When I worked as a kayak tour guide on the Chicago River, I felt more sure than ever about my body’s strengths and weaknesses. I knew how to leverage momentum to pull passengers and their boats off the water and onto the floating dock. With the strength of my quads, glutes, and biceps, I could carefully and quickly guide a kayak into the river without tipping the passenger into the water. On the water, my torso knew exactly how to rotate, my hands exactly how to taper the paddle against the wind, my abs exactly when to engage. My biceps were weak and I couldn’t paddle backwards for longer than a minute. But otherwise, I had complete control of my boat. The sun warmed my skin and the wind off the river cooled it. My feet molded to the rubber soles of my chacos. I never had and never have felt stronger.
Though internally I felt my strength, capability, and joyous aliveness, every so often I would be snatched out of my body and plopped into the eyes of someone else. Sometimes when I gave paddle and safety lessons to men, they smirked at me. It was humorous to them – someone small, petite, and craziest of all, GIRL – in this space of sport, outdoors, and masculinity, claiming authority, as if she knew this terrain better than us.
I’m not proud that it brought me vengeful glee to watch these men smash their kayaks unintentionally into the wall, use their paddles unknowingly backwards, and soak themselves with each stroke.
It is disorienting to be yanked away from our internal bodies, an upsetting whiplash. Our culture encourages it, placing value on certain weights, heights, skin colors, hair textures, teeth, gender expressions, etc. It is more normal for us to be unhappy with our bodies than happy within them.
I practice yoga without my glasses on. Everyone around me becomes a blur. While this makes it hard for me to hold a balancing pose, it makes it so much easier to feel the sensations happening within.
What tunes you into the wisdom of your body? What yanks you out?

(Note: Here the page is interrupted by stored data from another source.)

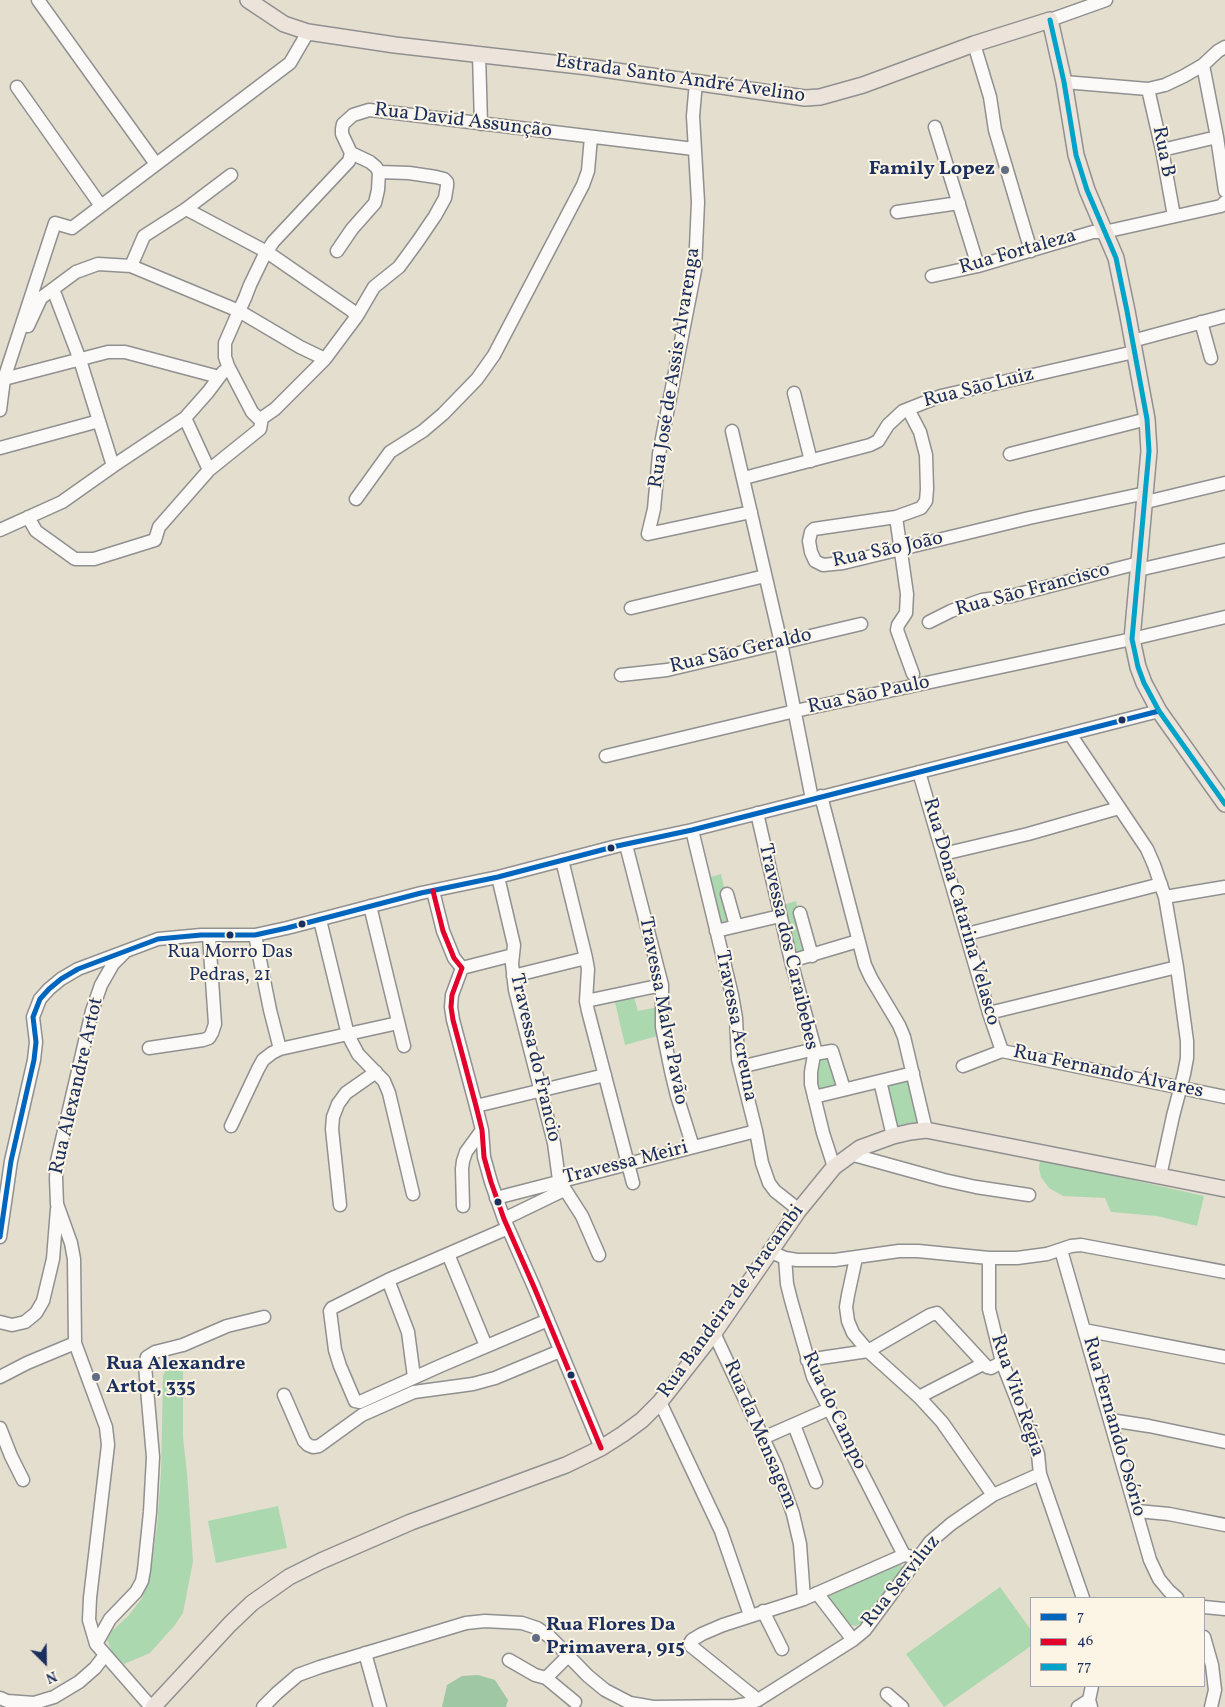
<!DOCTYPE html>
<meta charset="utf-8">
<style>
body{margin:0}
#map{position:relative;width:1225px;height:1707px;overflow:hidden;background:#e4dece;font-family:Vollkorn,serif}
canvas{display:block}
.legend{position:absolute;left:1030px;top:1597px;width:175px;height:90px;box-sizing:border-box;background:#fcf5e5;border:1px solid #a2a6af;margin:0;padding:6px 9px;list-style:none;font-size:15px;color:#1b2f5e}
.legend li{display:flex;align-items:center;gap:10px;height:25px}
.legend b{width:25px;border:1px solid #a2a6af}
.north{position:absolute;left:20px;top:1637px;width:50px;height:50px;-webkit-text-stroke:4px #fcf5e5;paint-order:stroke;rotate:157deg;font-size:14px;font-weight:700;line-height:20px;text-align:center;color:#1b2f5e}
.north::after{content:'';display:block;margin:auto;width:18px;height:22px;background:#1b2f5e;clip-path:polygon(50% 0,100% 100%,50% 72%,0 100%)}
</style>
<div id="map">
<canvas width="1225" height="1707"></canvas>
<ul class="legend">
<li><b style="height:6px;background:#0065bd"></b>7</li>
<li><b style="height:6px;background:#e4002b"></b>46</li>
<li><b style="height:6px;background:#01a3c8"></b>77</li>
</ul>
<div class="north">N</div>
</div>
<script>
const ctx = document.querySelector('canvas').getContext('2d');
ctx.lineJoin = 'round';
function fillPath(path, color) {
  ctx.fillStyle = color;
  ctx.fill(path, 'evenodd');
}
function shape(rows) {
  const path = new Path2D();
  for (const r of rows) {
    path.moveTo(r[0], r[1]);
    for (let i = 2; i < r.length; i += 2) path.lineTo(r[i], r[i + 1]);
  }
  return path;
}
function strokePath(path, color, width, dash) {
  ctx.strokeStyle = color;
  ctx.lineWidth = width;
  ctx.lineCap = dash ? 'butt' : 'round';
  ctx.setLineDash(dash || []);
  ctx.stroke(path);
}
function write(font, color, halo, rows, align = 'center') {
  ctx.font = font + ' Vollkorn,serif';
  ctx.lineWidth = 4;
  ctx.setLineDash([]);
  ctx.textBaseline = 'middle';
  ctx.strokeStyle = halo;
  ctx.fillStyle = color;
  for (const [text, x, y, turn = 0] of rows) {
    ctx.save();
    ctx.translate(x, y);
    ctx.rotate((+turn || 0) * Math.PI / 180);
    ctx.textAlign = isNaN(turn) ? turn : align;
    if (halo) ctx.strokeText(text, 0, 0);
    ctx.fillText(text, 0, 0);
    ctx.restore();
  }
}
const green = shape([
 [721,874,734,927,721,930,707,878],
 [796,901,810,954,796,957,783,905],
 [633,994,638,1011,658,1007,658,1029,657,1036,625,1045,614,998],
 [831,1053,840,1087,818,1094,814,1078,817,1058],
 [907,1076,918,1119,915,1125,899,1129,896,1127,886,1082],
 [1040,1159,1204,1196,1197,1226,1157,1216,1111,1212,1105,1198,1063,1196,1049,1188,1041,1177,1039,1169],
 [178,1360,183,1371,183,1437,187,1473,193,1561,183,1613,175,1625,150,1653,124,1664,112,1652,107,1640,112,1631,129,1615,142,1598,150,1575,157,1526,161,1473,163,1376,169,1363],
 [278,1506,287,1548,216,1563,208,1521],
 [898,1563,902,1566,903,1570,865,1621,856,1626,845,1624,828,1597,828,1595],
 [1000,1587,1031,1630,1031,1646,944,1707,906,1654]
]);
const forest = shape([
 [478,1675,495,1680,508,1700,506,1707,442,1707,447,1685,462,1676]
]);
const minor = shape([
 [38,0,156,164],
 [1050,20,1106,0],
 [974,44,990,97,995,130,1031,251],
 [479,54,481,124],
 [1203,65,1217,137,1225,191],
 [1064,82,1148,89,1165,85,1184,76,1203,65,1218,51,1225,47],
 [17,87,101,206],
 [1148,89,1162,150,1174,216],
 [935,127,978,266],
 [1162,150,1217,137],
 [186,209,267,252,351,310,357,316,374,287,399,267,418,241,435,216,445,198,447,186,447,182,444,179,436,177,409,173,379,172],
 [897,212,959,203],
 [337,251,352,229,375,203,378,190,379,172,376,167,370,162,351,153],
 [131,266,239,311,300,347,325,359,275,409,262,418,258,418,252,412,228,366,225,357,225,343,239,311,245,298,250,285,263,258,273,242,349,161,351,153,342,134,342,129,343,124,353,115,369,110,379,111,694,149],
 [932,276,978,266,1093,232,1104,232,1221,206,1225,202],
 [1201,322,1211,358],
 [28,326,41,298,53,289],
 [1132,341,1225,316],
 [325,359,357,316],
 [4,379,55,223,72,228,290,63,308,32],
 [4,379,108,352,125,352,219,377],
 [794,393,811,461],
 [908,409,920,432,926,455,927,489,926,501,921,508,896,517,814,529,811,532,809,541,811,552,815,561,823,565,843,563,1029,518,1146,493],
 [0,410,4,379,7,371],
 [185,418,209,470,260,429,262,418],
 [732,431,781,643,812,799],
 [0,448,99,421],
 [1010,454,1147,419],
 [113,466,185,418,208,392,223,372],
 [744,478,870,445,878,441,888,425,903,411,941,396,1134,352],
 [356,499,390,452,423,431,443,414,477,379,494,355,583,185,588,171,591,137],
 [1146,502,1225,483],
 [28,517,36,531,75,559,94,559,155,540,159,527,209,470],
 [896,517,907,594,906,613,898,625,897,630,913,674],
 [0,530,62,502,113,466,80,360,53,289,76,272,98,264,131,266,144,236,186,209,231,175],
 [648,534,654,509,659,454,695,270,698,202,693,116,696,82],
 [648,534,751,512],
 [1138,570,1225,550],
 [631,608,765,576],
 [929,622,951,611,982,600,1011,596,1139,563],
 [621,675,667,670,861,624],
 [1070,734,1147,849,1154,865,1165,897,1177,967,1187,1041,1187,1058,1184,1074,1173,1116,1160,1176],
 [606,756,795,711,1132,639,1225,617],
 [919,772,989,1013,1002,1051],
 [821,796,865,965,871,978,899,1025,904,1037,926,1130],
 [757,813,791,961,815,1049,811,1072,811,1084,823,1133,834,1167],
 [692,830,732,995,736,1018,738,1059,756,1131,762,1163,769,1183,775,1191,799,1210],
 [626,845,662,985,662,1027,671,1071,677,1096,693,1147],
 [943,854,1028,834,1119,808],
 [562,860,586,958,588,969,586,1001,588,1011,633,1183],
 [498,877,514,945,512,964,515,990,554,1143,559,1180,582,1216,599,1255],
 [433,891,443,931,454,958,462,968,452,995,451,1007,453,1020,476,1106,482,1130,484,1157,491,1182,504,1219,534,1287,601,1448],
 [727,894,736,926],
 [1165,897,1225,887],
 [370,906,404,1046],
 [800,913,812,956],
 [320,920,348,1035,358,1054,384,1081,389,1093,413,1194],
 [716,931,780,916],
 [967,934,1161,884],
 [255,935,270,1010,280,1049],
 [124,953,113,964,101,985,92,1011,57,1161,56,1178,57,1204,71,1243,74,1259,75,1343,106,1427,108,1445,90,1598,89,1620,96,1644,151,1707],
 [791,961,858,941],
 [462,968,513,955],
 [513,976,586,958],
 [586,1001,662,985],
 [989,1013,1177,967],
 [149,1048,203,1040,209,1038,212,1033,215,1024,209,936],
 [814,1054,832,1051,844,1089],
 [963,1066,1002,1051,1225,1097],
 [740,1067,815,1049],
 [880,1081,893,1136],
 [814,1097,913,1073],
 [476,1106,605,1075],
 [231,1126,258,1069,263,1060,272,1053,280,1049,398,1023],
 [850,1154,944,1180,976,1187,1029,1195],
 [496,1198,756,1131],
 [340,1205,332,1129,333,1117,338,1104,346,1093,376,1072],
 [463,1206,462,1169,463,1161,466,1152,482,1130],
 [504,1219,564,1190],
 [508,1228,388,1280,332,1308,330,1311,335,1350,340,1366,355,1401,360,1402,440,1366,548,1320],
 [0,1237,11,1161,34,1060,36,1042,33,1017,40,999,49,989,61,979,78,969,158,939,201,935,255,935,287,928,421,893,498,877,617,846,692,830,1159,711],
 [1061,1250,1150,1560,1159,1579,1169,1591,1177,1598],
 [771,1252,785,1258,797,1260,835,1260,899,1251,918,1251,989,1258,1017,1258,1047,1254,1071,1246,1081,1245,1225,1272],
 [448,1254,486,1346],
 [785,1258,787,1284,791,1300,813,1377,904,1555],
 [856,1258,848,1295,846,1307,848,1321,853,1333,868,1351,919,1397,942,1422,993,1495],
 [989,1258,989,1309,1002,1362,1038,1454,1040,1474,1083,1598],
 [388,1280,408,1332,414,1377],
 [0,1322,12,1325,25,1322,36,1313,43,1301,53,1259,57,1209],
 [1084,1330,1225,1357],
 [714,1333,776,1466,793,1514,800,1544,804,1599],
 [807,1360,868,1351,930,1315,937,1313,987,1367,991,1368,1002,1362],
 [0,1377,27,1363,75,1343],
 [284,1395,304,1441,308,1445,313,1447,319,1446,362,1415,414,1392,473,1384,495,1378,560,1351],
 [919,1397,983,1364],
 [660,1402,721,1531,750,1615],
 [1110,1420,1149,1426,1225,1442],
 [794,1425,816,1482],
 [0,1428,11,1456,23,1480],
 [763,1438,829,1409],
 [1137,1511,1169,1514,1225,1525],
 [817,1593,853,1640],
 [1204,1607,1225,1609],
 [763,1611,782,1649],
 [1204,1637,1212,1665,1215,1690,1211,1707],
 [96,1644,110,1619,136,1592,142,1581,144,1570,150,1512,153,1457,145,1366,147,1357,155,1352,183,1345,227,1326,264,1317],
 [365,1653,380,1707],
 [568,1656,546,1678,575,1702],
 [509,1660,535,1675,546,1678],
 [887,1694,902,1707],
 [0,1698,7,1701,34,1703,54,1697,79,1682,95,1668,105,1655],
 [758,1700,691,1646,690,1643,692,1640,702,1634,723,1625,804,1599,904,1555,918,1558],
 [263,1707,277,1693,298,1675,320,1667,466,1623,485,1621,522,1623,537,1628,550,1637,588,1676,605,1690,630,1703,653,1707],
 [654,1707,735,1706,747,1704,758,1700,853,1640,865,1630,930,1542,951,1524,993,1495,1040,1474],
 [1078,1707,1089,1700],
 [1091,1707,1089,1700,1092,1686]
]);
const major = shape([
 [248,0,284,24,308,32,395,45,588,67,805,98,820,97,863,85,974,44,1050,20,1064,82,1076,155,1087,190,1116,258,1127,311,1147,419,1149,451,1132,639,1138,667,1144,683,1159,711,1225,804],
 [153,1707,230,1624,252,1603,289,1577,321,1561,411,1522,566,1465,601,1448,623,1434,642,1420,660,1402,714,1333,799,1210,834,1167,860,1148,893,1136,910,1132,926,1130,1225,1189]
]);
const bus1 = shape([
 [0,1237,11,1161,34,1060,36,1042,33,1017,40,999,49,989,61,979,78,969,158,939,201,935,255,935,287,928,421,893,498,877,617,846,692,830,1159,711]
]);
const bus2 = shape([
 [433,891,443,931,454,958,462,968,452,995,451,1007,453,1020,476,1106,482,1130,484,1157,491,1182,504,1219,534,1287,601,1448]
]);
const bus3 = shape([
 [1050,20,1064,82,1076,155,1087,190,1116,258,1127,311,1147,419,1149,451,1132,639,1138,667,1144,683,1159,711,1225,804]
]);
const markers = [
 [1005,170,5,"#616c85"],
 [1122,720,4.5,"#1b2f5e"],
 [611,848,4.5,"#1b2f5e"],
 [302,924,4.5,"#1b2f5e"],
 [230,935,4.5,"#1b2f5e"],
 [498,1202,4.5,"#1b2f5e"],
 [571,1375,4.5,"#1b2f5e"],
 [96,1377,5,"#616c85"],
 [536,1638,5,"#616c85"]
];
const busNames = [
 ["Rua Morro Das",230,954],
 ["Pedras, 21",230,977]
];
const streetNames = [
 ["Estrada Santo André Avelino",680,80,8],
 ["Rua David Assunção",463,122,7],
 ["Rua B",1162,152,79],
 ["Rua Fortaleza",1018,253,-16],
 ["Rua José de Assis Alvarenga",676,368,-81],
 ["Rua São Luiz",979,389,-14],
 ["Rua São João",888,551,-12],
 ["Rua São Francisco",1033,591,-15],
 ["Rua São Geraldo",741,652,-13],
 ["Rua São Paulo",869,696,-12],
 ["Rua Dona Catarina Velasco",960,912,74],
 ["Travessa dos Caraibebes",787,947,77],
 ["Travessa Malva Pavão",662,1011,79],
 ["Travessa Acreuna",735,1026,79],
 ["Travessa do Francio",534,1058,77],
 ["Rua Fernando Álvares",1108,1073,12],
 ["Rua Alexandre Artot",78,1086,-77],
 ["Travessa Meiri",626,1164,-14],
 ["Rua Bandeira de Aracambi",732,1302,-54],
 ["Rua Vito Régia",1016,1396,71],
 ["Rua do Campo",833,1411,65],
 ["Rua Fernando Osório",1113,1427,74],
 ["Rua da Mensagem",759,1435,67],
 ["Rua Serviluz",902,1582,-51]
];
const poiNames = [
 ["Family Lopez",995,170,"right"],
 ["Rua Alexandre",106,1365],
 ["Artot, 335",106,1388],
 ["Rua Flores Da",546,1626],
 ["Primavera, 915",546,1649]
];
fillPath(green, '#acd8af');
fillPath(forest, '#9fc7a3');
strokePath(minor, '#909090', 15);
strokePath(major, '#909090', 18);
strokePath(minor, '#fbfaf8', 12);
strokePath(major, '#ece4db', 15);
strokePath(bus1, '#0065bd', 5);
strokePath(bus2, '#e4002b', 5);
strokePath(bus3, '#01a3c8', 5);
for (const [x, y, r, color] of markers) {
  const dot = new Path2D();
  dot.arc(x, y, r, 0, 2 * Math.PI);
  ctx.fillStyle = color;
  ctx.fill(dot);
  strokePath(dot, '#fcf5e5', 2);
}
write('19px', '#1b2f5e', '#fcf5e5', busNames);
write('20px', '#1b2f5e', '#fcf5e5', streetNames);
write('bold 20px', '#1b2f5e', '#fcf5e5', poiNames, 'left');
</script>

If you needed any encouragement, here it is - go forth and within, moving, dancing, swimming, breathing, listening to the pain and also joy, being alive within your individual and holy flesh, regardless of how it is perceived.
With love,
A
Its fascinating isnt it? That we can feel one way about ourselves in the comfort of our own knowing, in the private of our own embodied learning... only to be jolted INTO a cascade of judgement (internal and external) when faced with the perception of another. The more I allow myself the FEEL, the more I notice the shapeshift of reflection that happens when someone is utilizing my human beingness to work through their inner conflicts. It has taken A LOT if practice to discern what is mine and what is someone else's, to not take on someones skewed lens as a truth of my identity. Love this topic! Thanks for sharing.